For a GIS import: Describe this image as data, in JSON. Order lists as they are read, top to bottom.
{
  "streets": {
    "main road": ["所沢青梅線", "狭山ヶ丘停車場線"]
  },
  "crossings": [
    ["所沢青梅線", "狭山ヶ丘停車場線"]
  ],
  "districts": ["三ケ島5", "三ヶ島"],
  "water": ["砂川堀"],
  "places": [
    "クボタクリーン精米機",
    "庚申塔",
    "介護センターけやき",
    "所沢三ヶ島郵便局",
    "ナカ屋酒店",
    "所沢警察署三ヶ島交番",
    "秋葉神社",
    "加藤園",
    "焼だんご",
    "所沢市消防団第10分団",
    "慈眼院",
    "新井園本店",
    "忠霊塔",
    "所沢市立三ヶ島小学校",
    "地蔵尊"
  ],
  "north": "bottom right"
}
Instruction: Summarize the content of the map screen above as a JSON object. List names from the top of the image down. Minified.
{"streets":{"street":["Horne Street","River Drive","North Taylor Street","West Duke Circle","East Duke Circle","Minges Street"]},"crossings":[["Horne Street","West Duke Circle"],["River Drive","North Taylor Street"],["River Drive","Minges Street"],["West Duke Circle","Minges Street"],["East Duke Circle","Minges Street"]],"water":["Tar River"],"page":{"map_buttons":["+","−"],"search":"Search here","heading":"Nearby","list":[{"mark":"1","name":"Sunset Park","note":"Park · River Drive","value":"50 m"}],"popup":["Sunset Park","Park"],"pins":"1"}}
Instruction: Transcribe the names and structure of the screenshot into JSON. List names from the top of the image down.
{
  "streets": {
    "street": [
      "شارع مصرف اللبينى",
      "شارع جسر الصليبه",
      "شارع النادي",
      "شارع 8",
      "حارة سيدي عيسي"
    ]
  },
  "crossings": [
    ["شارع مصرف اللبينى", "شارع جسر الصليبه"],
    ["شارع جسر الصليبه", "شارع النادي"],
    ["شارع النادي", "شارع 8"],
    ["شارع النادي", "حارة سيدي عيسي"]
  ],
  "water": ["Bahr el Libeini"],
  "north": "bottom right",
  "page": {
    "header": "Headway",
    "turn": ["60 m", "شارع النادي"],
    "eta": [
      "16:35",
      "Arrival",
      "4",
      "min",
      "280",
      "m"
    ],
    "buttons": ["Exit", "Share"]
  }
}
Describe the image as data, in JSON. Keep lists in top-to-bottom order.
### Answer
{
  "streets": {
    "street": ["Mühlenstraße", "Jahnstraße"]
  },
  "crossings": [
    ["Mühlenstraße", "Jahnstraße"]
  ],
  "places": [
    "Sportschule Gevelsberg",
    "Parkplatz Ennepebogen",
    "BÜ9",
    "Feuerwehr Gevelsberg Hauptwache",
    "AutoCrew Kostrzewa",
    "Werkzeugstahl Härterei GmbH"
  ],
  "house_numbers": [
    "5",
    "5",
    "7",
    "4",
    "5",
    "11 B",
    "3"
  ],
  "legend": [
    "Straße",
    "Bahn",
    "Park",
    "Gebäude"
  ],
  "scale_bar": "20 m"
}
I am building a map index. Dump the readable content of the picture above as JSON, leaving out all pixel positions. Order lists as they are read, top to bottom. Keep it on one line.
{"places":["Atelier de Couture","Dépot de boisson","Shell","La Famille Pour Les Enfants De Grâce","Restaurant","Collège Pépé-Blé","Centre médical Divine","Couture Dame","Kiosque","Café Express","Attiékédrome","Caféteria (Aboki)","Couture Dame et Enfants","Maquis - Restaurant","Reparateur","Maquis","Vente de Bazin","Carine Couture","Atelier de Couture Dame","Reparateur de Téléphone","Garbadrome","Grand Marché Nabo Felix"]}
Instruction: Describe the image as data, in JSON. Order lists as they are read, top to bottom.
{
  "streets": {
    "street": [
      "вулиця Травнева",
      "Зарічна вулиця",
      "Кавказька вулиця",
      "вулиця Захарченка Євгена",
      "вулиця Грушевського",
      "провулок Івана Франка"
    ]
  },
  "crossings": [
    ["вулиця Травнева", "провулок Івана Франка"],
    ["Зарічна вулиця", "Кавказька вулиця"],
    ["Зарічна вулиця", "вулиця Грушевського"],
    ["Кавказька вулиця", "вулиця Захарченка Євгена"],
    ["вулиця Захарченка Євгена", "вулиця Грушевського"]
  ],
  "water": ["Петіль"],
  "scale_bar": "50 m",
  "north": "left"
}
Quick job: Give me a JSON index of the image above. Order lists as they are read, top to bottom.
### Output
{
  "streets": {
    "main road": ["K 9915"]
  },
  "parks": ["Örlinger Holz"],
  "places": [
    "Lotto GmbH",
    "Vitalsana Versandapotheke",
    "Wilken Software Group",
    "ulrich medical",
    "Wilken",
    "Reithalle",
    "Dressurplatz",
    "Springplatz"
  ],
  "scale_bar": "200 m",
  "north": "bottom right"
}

*Required work*: Reproduce exactly the lines above from the line with "Instruction: Transcribe the" to the line with "Describe the image as data, in JSON. Keep", including both, and add nothing.

*Reply to the exercise*:
Instruction: Transcribe the names and structure of the screenshot into JSON. List names from the top of the image down.
{
  "streets": {
    "street": [
      "شارع مصرف اللبينى",
      "شارع جسر الصليبه",
      "شارع النادي",
      "شارع 8",
      "حارة سيدي عيسي"
    ]
  },
  "crossings": [
    ["شارع مصرف اللبينى", "شارع جسر الصليبه"],
    ["شارع جسر الصليبه", "شارع النادي"],
    ["شارع النادي", "شارع 8"],
    ["شارع النادي", "حارة سيدي عيسي"]
  ],
  "water": ["Bahr el Libeini"],
  "north": "bottom right",
  "page": {
    "header": "Headway",
    "turn": ["60 m", "شارع النادي"],
    "eta": [
      "16:35",
      "Arrival",
      "4",
      "min",
      "280",
      "m"
    ],
    "buttons": ["Exit", "Share"]
  }
}
Describe the image as data, in JSON. Keep lists in top-to-bottom order.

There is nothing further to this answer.